I had just decided to construct panels for the front to enclose it for the winter, when Diane sent me a copy of the 1912 book Open Air Poultry Houses for All Climates. Because she’s awesome like that.

Eureka! Here was proof from ages gone by that open air would work! I quickly and eagerly set about designing my new coop according to the specs and sciences provided in the pages of the book. The coops recommended for my area were not built like Diane’s, but the premise was the same, leaving a portion of the front unboarded and open with only a mesh screen to keep predators out and the birds contained. I was faced with a lot of naysayers in the area who said it would never work, but I was inspired nonetheless. All I had to do was wait out the winter until the snow melted so I could salvage my list of materials from the dump in the Spring.

Before the snow melted, life went to shit, Paul had his heart attack and all thoughts of building got put on the back burner. By the time life was normal enough to start salvaging, the construction waste site at the dump had been plowed over.

We talked about waiting until the fall, when the construction season was over and the waste site was again full of goodies, but Lilliput was costing us a small fortune in grain and she and the birds were constantly escaping into the vegetable gardens. I had to replant the carrots three times, thanks to the chicken’s endless scratching and pecking, and there isn’t a corn stalk to be found because of Lilliput’s addiction to the grain.

Sucking it up, we decided the best thing would be to just cave and buy the wood.

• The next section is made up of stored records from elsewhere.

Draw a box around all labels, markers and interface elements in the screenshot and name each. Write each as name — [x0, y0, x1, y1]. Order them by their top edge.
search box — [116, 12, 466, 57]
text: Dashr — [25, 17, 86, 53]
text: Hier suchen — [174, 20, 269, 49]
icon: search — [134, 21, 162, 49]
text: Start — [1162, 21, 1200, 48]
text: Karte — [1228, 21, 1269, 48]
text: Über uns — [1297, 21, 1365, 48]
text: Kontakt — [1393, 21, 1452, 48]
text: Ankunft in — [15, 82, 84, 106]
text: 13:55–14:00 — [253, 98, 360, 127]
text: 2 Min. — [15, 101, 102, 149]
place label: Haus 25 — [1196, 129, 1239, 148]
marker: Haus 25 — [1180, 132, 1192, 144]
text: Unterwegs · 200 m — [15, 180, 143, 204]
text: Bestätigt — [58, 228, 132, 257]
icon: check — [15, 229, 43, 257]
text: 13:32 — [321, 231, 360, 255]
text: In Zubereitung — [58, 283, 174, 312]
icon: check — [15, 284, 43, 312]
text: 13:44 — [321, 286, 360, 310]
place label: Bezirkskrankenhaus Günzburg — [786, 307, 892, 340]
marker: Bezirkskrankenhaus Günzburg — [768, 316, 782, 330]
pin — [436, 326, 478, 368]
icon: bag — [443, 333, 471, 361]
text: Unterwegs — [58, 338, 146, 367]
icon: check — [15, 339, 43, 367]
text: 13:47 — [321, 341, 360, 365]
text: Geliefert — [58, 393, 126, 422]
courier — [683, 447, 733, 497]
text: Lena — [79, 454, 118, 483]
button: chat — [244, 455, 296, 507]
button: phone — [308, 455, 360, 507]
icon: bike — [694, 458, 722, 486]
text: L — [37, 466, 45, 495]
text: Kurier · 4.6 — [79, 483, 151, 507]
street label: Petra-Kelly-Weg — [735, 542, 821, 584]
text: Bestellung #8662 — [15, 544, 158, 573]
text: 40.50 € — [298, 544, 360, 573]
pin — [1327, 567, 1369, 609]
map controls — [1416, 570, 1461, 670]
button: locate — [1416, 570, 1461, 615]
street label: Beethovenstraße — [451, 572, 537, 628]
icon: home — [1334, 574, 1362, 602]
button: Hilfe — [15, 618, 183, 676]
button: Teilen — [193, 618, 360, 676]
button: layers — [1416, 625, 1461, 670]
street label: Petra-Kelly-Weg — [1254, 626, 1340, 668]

Don’t ever let anyone tell you that raising a small flock of chickens is a worthwhile financial investment. It’s not. Chances are, when you factor in the costs, the losses and the hassles, unless you’re raising 1000 or more birds, you’ll be hard-pressed to break even. Our new coop and it’s companion pen cost us a dear $1090, not including the donated labor of friends and family and three days worth of bed, BBQ and beer for said folk. Sure, it should last for years, with only minor upkeep and maintenance, but it will take years for my measly flock of 15 to produce enough eggs to pay it off. They barely produce enough eggs to cover the cost of their feed every month.

But, owning Lilliput is as endearing as owning a dog, chickens are fun and entertaining and you just can’t beat the taste of farm fresh eggs, so here it is, our new open air coop…

It’s not complete of course, nothing around here ever really is, but it stands erect. Whether it sustains the birds through the winter is yet to be seen and a huge Thank You goes out to Diane for the inspiration…and the book!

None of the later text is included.